Les autorités mexicaines ont annoncé avoir localisé et tué Nemesio Oseguera Cervantes, plus connu sous le nom d’“El Mencho”, chef du redouté Jalisco New Generation Cartel(CJNG), à l’issue d’une opération de renseignement minutieusement préparée.
C’est un détail sentimental qui aurait fait basculer des années de traque. Selon les autorités mexicaines, la surveillance d’une partenaire amoureuse de « El Mencho », a joué un rôle déterminant dans l’opération qui a conduit à la chute du chef de l’un des cartels les plus puissants du Mexique.
D’après le secrétaire à la Défense, le général Ricardo Trevilla, les services de renseignement militaires suivaient depuis plusieurs jours un proche collaborateur lié à l’une des compagnes du narcotrafiquant. Ce fil discret a mené les enquêteurs jusqu’à Tapalpa, dans l’État de Jalisco, où la femme devait retrouver le chef du cartel.
Les forces de sécurité ont choisi de ne pas intervenir immédiatement.

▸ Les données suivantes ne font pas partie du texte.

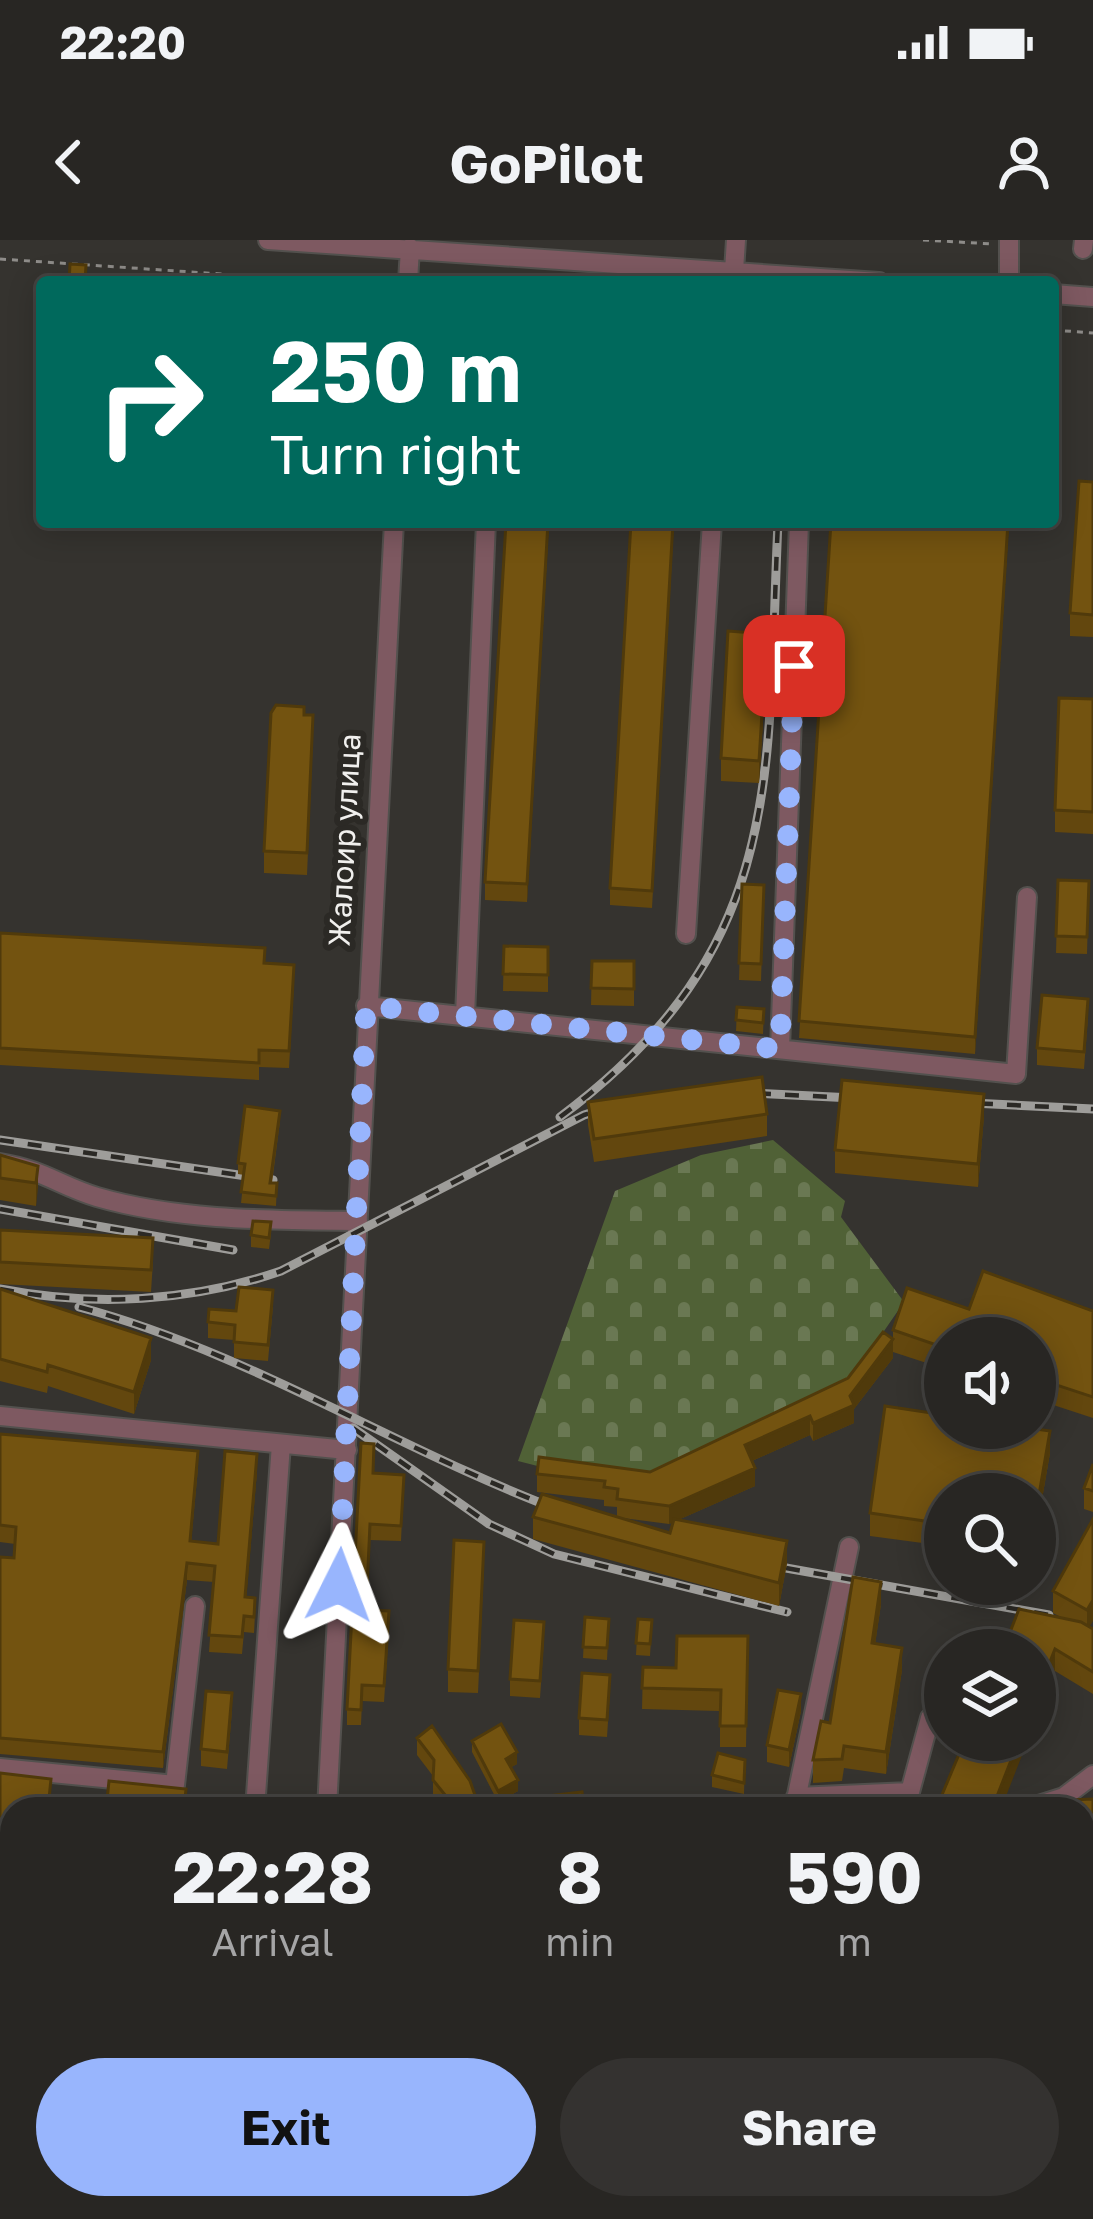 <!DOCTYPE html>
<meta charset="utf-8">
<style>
body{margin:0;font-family:"Golos Text",sans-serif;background:#343230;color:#f1f3f6;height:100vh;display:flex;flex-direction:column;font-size:45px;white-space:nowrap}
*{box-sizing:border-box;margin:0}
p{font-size:39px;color:#a5a5a6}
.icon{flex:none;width:66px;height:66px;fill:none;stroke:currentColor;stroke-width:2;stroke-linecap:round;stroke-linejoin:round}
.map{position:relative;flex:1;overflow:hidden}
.panel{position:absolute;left:0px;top:1557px;width:1095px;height:423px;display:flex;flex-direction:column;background:#282623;border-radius:36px 36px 0 0;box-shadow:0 6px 30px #0003,0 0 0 3px #444341}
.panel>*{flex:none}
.banner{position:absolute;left:36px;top:36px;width:1023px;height:252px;border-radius:12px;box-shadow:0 6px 30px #0003,0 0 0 3px #444341;background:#00695c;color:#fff;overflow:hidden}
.controls{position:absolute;left:924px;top:1077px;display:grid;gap:24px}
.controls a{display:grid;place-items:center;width:132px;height:132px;border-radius:50%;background:#282623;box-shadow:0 6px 30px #0003,0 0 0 3px #444341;font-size:60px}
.pin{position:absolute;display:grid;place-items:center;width:102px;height:102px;color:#fff;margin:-51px;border-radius:24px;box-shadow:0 6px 18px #0006}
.me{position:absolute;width:132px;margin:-66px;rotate:3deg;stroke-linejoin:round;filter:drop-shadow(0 0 9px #0008)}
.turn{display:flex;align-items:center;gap:42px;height:252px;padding:0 36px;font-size:54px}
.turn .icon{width:156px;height:156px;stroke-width:2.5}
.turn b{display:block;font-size:84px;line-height:102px}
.eta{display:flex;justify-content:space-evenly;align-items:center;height:204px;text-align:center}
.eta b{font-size:72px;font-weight:700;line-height:84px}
.button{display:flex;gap:24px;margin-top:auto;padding:24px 36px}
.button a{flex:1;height:138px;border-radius:72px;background:#98b5fd;color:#111;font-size:48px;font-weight:700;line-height:138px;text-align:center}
.button a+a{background:#343230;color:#f1f3f6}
.status{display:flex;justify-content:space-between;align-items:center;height:84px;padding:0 60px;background:#282623;direction:ltr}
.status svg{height:33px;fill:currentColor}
header{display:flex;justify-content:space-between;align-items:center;height:156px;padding:0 36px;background:#282623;font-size:54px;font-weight:700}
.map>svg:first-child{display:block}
</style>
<div class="status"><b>22:20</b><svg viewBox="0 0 49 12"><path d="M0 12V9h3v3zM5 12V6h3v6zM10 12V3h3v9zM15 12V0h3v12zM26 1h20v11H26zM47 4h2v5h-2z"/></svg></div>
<header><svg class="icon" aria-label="back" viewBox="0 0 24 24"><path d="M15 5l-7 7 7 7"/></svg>GoPilot<svg class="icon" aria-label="person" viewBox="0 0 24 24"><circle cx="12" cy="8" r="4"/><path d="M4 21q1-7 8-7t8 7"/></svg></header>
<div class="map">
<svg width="1093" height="1979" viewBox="0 0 1093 1979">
<defs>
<pattern id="cemetery-stones" width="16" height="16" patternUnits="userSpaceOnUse" patternTransform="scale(3)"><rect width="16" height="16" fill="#506136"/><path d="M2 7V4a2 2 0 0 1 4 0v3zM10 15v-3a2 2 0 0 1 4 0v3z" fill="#6a7853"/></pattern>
</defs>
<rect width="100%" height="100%" fill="#35332f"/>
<path fill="url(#cemetery-stones)" d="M773,900L845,961L841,977L904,1062L844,1149L708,1222L616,1246L518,1221L615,951L701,915Z"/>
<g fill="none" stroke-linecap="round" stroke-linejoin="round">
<defs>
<path id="minor" d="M268,0L879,42
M1083,9L1084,0
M734,31L736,0
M408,42L410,8
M1009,42V0
M1053,54L1093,57
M686,694L712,282
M366,766L1016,834L1027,657
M465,776L486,282
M780,809L799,282
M0,923C44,930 60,946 97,957C180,981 272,980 358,981
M0,1176L347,1210
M0,1528L175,1545L195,1366
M796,1557L910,1552L930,1478
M255,1569L281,1204
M327,1569L394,282
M794,1569L849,1307
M1026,1569L1064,1557L1093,1535
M0,1678L12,1679
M1083,1782L1093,1783
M0,1884L12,1881
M170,1968L171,1979
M326,1968V1979"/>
</defs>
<use href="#minor" stroke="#53514e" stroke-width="22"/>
<path stroke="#8e8c89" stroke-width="3" stroke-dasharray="6 6" stroke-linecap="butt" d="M923,0L993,4
M0,19L339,42
M1053,90L1093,93"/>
<use href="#minor" stroke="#7e5961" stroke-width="18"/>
<defs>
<path id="rail" d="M729,852L873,859
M951,862L1093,869
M560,877C788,707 766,538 778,282
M0,900L273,940
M0,969L233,1010
M0,1049C94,1067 191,1062 281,1031L584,875L622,863
M79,1067C252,1113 402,1213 570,1274
M353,1188L489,1284L554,1314L787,1372
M786,1328L1049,1375"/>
</defs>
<use href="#rail" stroke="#9e9d9a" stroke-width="9"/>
<use href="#rail" stroke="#2b2925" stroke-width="4.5" stroke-dasharray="14" stroke-linecap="butt"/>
</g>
<path fill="#63470e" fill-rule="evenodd" d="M1093,242V397L1070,396V373Z
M549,282L527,662L485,660V642Z
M674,282L652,668L610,665V648Z
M831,282H1009L975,814L799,798Z
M767,416L759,543L721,541V518Z
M1093,459V594L1055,592V570Z
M313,497L307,635L264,633V611Z
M1058,640L1089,641L1087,714L1056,713Z
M742,644L764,645L761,741L739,740Z
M0,693L265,723L294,742L289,828L259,827V840L0,825Z
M504,706L548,707V752L503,751Z
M592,721H634V766L591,765Z
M737,767L764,769L763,794L736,791Z
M1088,776L1084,829L1037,825V808Z
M588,862L767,874V896L594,922L588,885Z
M984,876L978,947L835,933V910Z
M280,881L272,943H277L276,966L241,963L244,935L238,934V923Z
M0,915L38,926L36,966L0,960Z
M0,990L153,1021L151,1052L0,1044Z
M271,993L269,1009L251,1007V995Z
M0,1049L151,1120L134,1174L48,1146L47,1153L0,1141Z
M273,1066L268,1121L234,1118V1100L208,1098V1082L236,1071Z
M969,1069L1093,1071V1178L1035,1159V1098H945V1129L893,1112V1090Z
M893,1118L854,1169V1183L813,1201L810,1195L752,1221L755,1246L678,1280L787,1323L779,1366L533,1299V1277H617V1267L604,1266V1260L537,1252V1234L650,1232ZM623,1278L669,1284L673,1282L670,1293Z
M0,1194L198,1228L191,1302L218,1304L257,1231L246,1357L255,1374L254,1393L244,1392L242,1414L209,1412L214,1342L187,1340L163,1528L0,1514V1317L14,1318L15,1304L0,1302Z
M1050,1213L1035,1300V1254H945V1306L870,1296V1273Z
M1093,1224V1272L1084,1269V1248Z
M374,1233L404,1235L401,1301L370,1300L367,1370L389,1387L384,1462L362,1461L361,1485H347V1469Z
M1093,1279L1090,1387L1093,1389V1454L1055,1431L1035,1482V1410L1065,1379L1053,1373V1351Z
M484,1324L478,1453L448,1452V1429Z
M881,1364L875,1404L902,1430L886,1534L844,1528L842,1541L813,1543V1520Z
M585,1377L609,1379L607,1420L583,1418Z
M638,1379L652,1380L650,1416L636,1415Z
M748,1396L746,1507H720V1471L642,1469L643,1427L676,1428Z
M544,1399L540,1458L510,1456V1439Z
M610,1451L607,1497L579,1495V1478Z
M232,1470L227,1529L201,1526V1509Z
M801,1471L789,1527L767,1522V1505Z
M417,1498L476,1569H443L433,1557V1536L417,1515Z
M472,1501L517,1524L511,1527L518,1551L498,1562L472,1512Z
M745,1520L744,1554L712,1547V1535Z
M0,1533L51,1539L50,1569H12V1600L0,1599Z
M1093,1559V1690L1083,1689V1569Z
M0,1721L12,1722V1756H0Z
M0,1774H12V1828L0,1827Z
M1093,1932V1979H1036L941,1968H1083Z
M20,1968H95V1971L50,1979H22Z"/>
<path fill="#503a0b" d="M548,282H549L527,662V644Z
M1008,282H1009L975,814V797Z
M767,394V416L759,543V521Z
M984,854V876L978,947V924Z
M38,926V948L36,966V943Z
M151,1098V1120L134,1174V1152Z
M893,1099V1118L854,1169V1183L813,1201V1183L850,1156Z
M810,1176V1195L745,1224V1205Z
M1050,1191V1213L1035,1300V1278Z
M257,1214V1231L245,1374V1357Z
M755,1228V1246L669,1284V1266Z
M787,1301V1323L779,1366V1343Z
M187,1323V1340L163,1528V1512Z
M881,1342V1364L872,1426V1403Z
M1093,1360V1381L1087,1391V1370Z
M902,1408V1430L886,1534V1512Z
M1055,1409V1431L1035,1482V1460Z
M801,1454V1471L789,1527V1510Z
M1019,1500H1028L1001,1569H992Z
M517,1512V1524L506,1530V1519Z
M518,1540V1551L498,1562V1551Z
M476,1558V1569H456Z"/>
<path fill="#735310" stroke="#503a0b" stroke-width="3" d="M70,24L86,25L85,42H69Z
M1079,241L1093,242V375L1070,373Z
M506,282H548L527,644L485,642Z
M631,282H673L652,651L610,648Z
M831,282H1008L975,797L799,781Z
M728,391L767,394L759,521L721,518Z
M1059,458L1093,459V572L1055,570Z
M276,465L304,467V475H313L307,613L264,611L271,473Z
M1058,640L1089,641L1087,697L1056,696Z
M742,644L764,645L761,724L739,723Z
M0,693L265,708L264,723L294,725L289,811L259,810V823L0,808Z
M504,706L548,707V735L503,734Z
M592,721H634V749L591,748Z
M1042,755L1088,759L1084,812L1037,808Z
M737,767L764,769L763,783L736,780Z
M762,837L767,874L594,899L588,862Z
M842,840L984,854L978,924L835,910Z
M245,866L280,871L270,943H277L276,956L241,952L245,924L238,923Z
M0,915L38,926L36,943L0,938Z
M253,981L271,982L269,998L251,995Z
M0,990L153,998L151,1030L0,1022Z
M983,1031L1093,1071V1157L1035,1138V1098H945V1108L893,1090L907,1048L969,1069Z
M239,1047L273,1050L268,1105L234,1102L235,1085L208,1082L209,1069L236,1071Z
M0,1049L151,1098L134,1152L48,1125L47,1132L0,1119Z
M883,1092L893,1099L850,1156L854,1165L813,1183L810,1176L745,1205L755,1228L669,1266L617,1259L618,1249L604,1247L605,1241L537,1234L539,1217L650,1232L848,1138Z
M885,1166L945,1175V1188H1029L1050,1191L1035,1278V1254H945V1284L870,1273Z
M0,1194L198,1211L190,1301L218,1304L225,1211L257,1214L245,1357L255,1358L254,1377L244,1376L242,1397L209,1395L215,1326L187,1323L163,1512L0,1498V1317L14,1318L16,1287L0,1285Z
M361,1203L374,1204L373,1233L404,1235L401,1286L370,1284L366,1370L389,1371L384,1446L362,1445L361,1470L347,1469Z
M1093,1224V1251L1084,1248Z
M542,1254L670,1293L674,1279L787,1301L779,1343L533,1277Z
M1093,1279V1360L1087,1370L1053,1351Z
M454,1300L484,1302L478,1431L448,1429Z
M853,1337L881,1342L872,1403L902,1408L886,1512L844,1506L842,1519L813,1520L821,1481L830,1483Z
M1019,1369L1081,1382L1093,1389V1432L1055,1409L1035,1460V1410H1003Z
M585,1377L609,1379L607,1408L583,1407Z
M638,1379L652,1380L650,1404L636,1403Z
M514,1380L544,1382L540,1441L510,1439Z
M677,1396H748L746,1486H720L721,1450L642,1448L643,1427L676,1428Z
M582,1433L610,1435L607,1480L579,1478Z
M778,1450L801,1454L789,1510L767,1505Z
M206,1451L232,1453L227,1512L201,1509Z
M501,1484L517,1512L506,1519L518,1540L498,1551L472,1501Z
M432,1486L470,1541L476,1558L456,1569H447L446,1556L433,1540L434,1520L417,1498Z
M965,1500H1019L992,1569H936Z
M718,1513L745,1520L744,1543L712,1535Z
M0,1533L51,1539L48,1569H12V1578L0,1577Z
M109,1541L186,1549L184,1569H106Z
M582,1552L584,1569H498L531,1558Z
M1093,1559V1674L1083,1673V1569H1018L1023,1566L1046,1561Z
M0,1721L12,1722V1740L0,1739Z
M0,1774H12V1809L0,1808Z
M1093,1932V1969L1083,1968V1934Z
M204,1968H264L265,1979H205Z
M423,1968H472L599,1979H422Z"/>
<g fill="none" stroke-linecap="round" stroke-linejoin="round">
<path stroke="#98b5fd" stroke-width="21" stroke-dasharray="0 37.8" d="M339,1345L366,766L780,809L794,426"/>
</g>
<g text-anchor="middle" stroke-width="12" stroke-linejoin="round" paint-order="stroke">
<g font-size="30" fill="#f1f0ee" stroke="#2b2925">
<text transform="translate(345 600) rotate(-87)" y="10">Жалоир улица</text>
</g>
</g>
</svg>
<div class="controls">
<a><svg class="icon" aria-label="sound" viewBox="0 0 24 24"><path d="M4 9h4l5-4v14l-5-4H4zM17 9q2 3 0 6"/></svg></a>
<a><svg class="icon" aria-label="search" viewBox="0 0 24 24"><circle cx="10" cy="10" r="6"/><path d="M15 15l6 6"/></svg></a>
<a><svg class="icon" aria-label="layers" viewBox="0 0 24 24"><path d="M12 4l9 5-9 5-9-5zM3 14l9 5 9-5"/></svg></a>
</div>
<div class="pin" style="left:794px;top:426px;background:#d93025"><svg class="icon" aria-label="arrive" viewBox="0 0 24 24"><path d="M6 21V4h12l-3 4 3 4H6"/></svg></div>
<svg class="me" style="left:339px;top:1345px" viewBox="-20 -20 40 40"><path d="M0-17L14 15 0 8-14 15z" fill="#98b5fd" stroke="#fff" stroke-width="4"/></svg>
<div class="banner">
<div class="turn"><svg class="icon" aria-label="right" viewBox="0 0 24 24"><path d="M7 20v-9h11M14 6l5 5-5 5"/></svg><div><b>250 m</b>Turn right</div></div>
</div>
<section class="panel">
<div class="eta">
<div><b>22:28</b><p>Arrival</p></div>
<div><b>8</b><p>min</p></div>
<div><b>590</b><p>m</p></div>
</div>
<div class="button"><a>Exit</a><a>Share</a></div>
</section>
</div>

Elles ont attendu que la compagne quitte les lieux, après avoir passé la nuit avec le fugitif. Ce mouvement a confirmé non seulement la présence d’« El Mencho » dans la zone, mais aussi la configuration de son dispositif de sécurité. Des informations complémentaires fournies par les services américains ont permis de préciser la localisation exacte.
À l’aube, les forces spéciales mexicaines ont lancé l’assaut, appuyées par des unités terrestres, des hélicoptères et des équipes de reconnaissance aérienne. L’opération a rapidement dégénéré en violents affrontements. Huit hommes armés ont été tués sur les lieux.
« El Mencho » et deux de ses gardes du corps, blessés, ont été capturés avant de succomber à leurs blessures lors de leur transfert.
La présidente Claudia Sheinbaum aurait été tenue informée en temps réel de l’évolution de l’intervention. Au total, plus de 70 personnes ont perdu la vie dans l’opération et les violences qui ont suivi, selon les autorités.
Pendant des années, Oseguera Cervantes avait échappé aux forces mexicaines et américaines, changeant constamment de cachette et s’appuyant sur un réseau de sécurité sophistiqué. Ironie du sort : c’est une relation intime, considérée comme un maillon faible dans son dispositif clandestin, qui aurait permis de resserrer l’étau.